Compared to male dominating sports such as football and rugby where the ratio is 90: 10 athletics provides provision for equally both male and female competitors. In the 2000 Sydney Olympic Games 41% of GB’s team where female and 59% male. This shows significant equality and illustrates the dramatic change from 776bc in the first Athens games when there where no female competitors. Yet internationally the figures are 38% female and 62% male. This highlights how other countries have not yet equalled out the balance of male/female competitors in athletics.

Many, often developing countries still hold sexist views on women and athletics or sport in general. Locally, GYDAC used to follow GB’s trend with 43% females and 57% males in the club, yet recent figures suggest otherwise. Currently there are 78 male members and only 21 female. This could be due to the creation of many local girls football and basketball team-distracting them from athletics. Generally athletics clubs are unisex throughout the country, this differs hugely to most other sports where gender is split and teams are available for each gender.

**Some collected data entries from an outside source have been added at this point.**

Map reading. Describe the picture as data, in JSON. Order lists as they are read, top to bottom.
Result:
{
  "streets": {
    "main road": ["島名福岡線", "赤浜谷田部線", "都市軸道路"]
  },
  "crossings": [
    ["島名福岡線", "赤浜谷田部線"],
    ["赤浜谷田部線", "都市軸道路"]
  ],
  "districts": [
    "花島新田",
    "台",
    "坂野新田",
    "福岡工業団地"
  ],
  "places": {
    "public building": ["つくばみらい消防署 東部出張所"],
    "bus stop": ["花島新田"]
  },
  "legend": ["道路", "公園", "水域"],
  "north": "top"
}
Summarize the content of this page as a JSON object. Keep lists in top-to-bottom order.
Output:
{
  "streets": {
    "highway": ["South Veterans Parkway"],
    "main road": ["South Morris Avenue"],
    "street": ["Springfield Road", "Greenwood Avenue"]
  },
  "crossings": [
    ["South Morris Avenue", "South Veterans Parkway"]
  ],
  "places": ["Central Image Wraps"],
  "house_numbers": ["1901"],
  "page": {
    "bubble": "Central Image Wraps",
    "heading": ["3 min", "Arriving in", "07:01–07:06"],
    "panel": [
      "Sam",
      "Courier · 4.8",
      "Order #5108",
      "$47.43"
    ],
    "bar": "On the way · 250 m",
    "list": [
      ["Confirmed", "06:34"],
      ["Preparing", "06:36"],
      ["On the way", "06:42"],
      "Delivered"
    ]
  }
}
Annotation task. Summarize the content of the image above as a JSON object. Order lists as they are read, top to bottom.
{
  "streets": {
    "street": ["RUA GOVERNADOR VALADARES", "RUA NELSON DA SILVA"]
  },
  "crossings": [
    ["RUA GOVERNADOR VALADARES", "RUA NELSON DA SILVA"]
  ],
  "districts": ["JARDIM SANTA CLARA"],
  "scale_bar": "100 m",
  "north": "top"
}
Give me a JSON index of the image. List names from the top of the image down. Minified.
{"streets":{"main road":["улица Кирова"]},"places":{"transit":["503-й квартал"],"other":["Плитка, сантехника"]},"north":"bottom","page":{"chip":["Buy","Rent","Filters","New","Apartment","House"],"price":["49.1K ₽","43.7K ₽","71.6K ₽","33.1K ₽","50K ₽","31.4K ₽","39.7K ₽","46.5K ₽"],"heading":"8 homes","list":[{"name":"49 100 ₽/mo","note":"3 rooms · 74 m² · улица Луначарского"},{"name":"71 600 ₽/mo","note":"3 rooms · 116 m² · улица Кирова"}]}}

Locally I have not been able to find any information on disabled athletics. I have researched within the internet and various books, and have spoken to chairmen of local athletic clubs. GYDAC and WVAC have had in the past two slightly disabled members yet no special provision has been undertaken to cater for them. If disabled people wish to participate in athletics locally they will be forced to travel a long way to use the appropriate facilities. Overall athletics is a well balanced sport. It is a unisex sport giving equal opportunity to male and female participants.

However looking closer into the difference between locally and nationally it is not so balanced. Funding nationally is very good with major companies and associations putting lots of money into the sport. However I feel that local clubs are not getting enough funding and are being forced to rely on private efforts to keep the club going. Also I believe that although a lot of funding is being put into grass roots and development programmes nationally, locally clubs are being missed out due to their minority population.

This results in not as many youngsters being attracted to the sport locally even though nationally figures are high. Locally, disabled facilities are obviously a problem as there is nowhere to participate within the county. More schemes are needed to help disabled participants into the sport, as evidently national schemes have been successful. As athletics is fairly popular within the county already I believe that the introduction of disabled facilities would be effective. Overall it seems athletics internationally and nationally is very good, yet more attention needs to be paid to local clubs and organisations.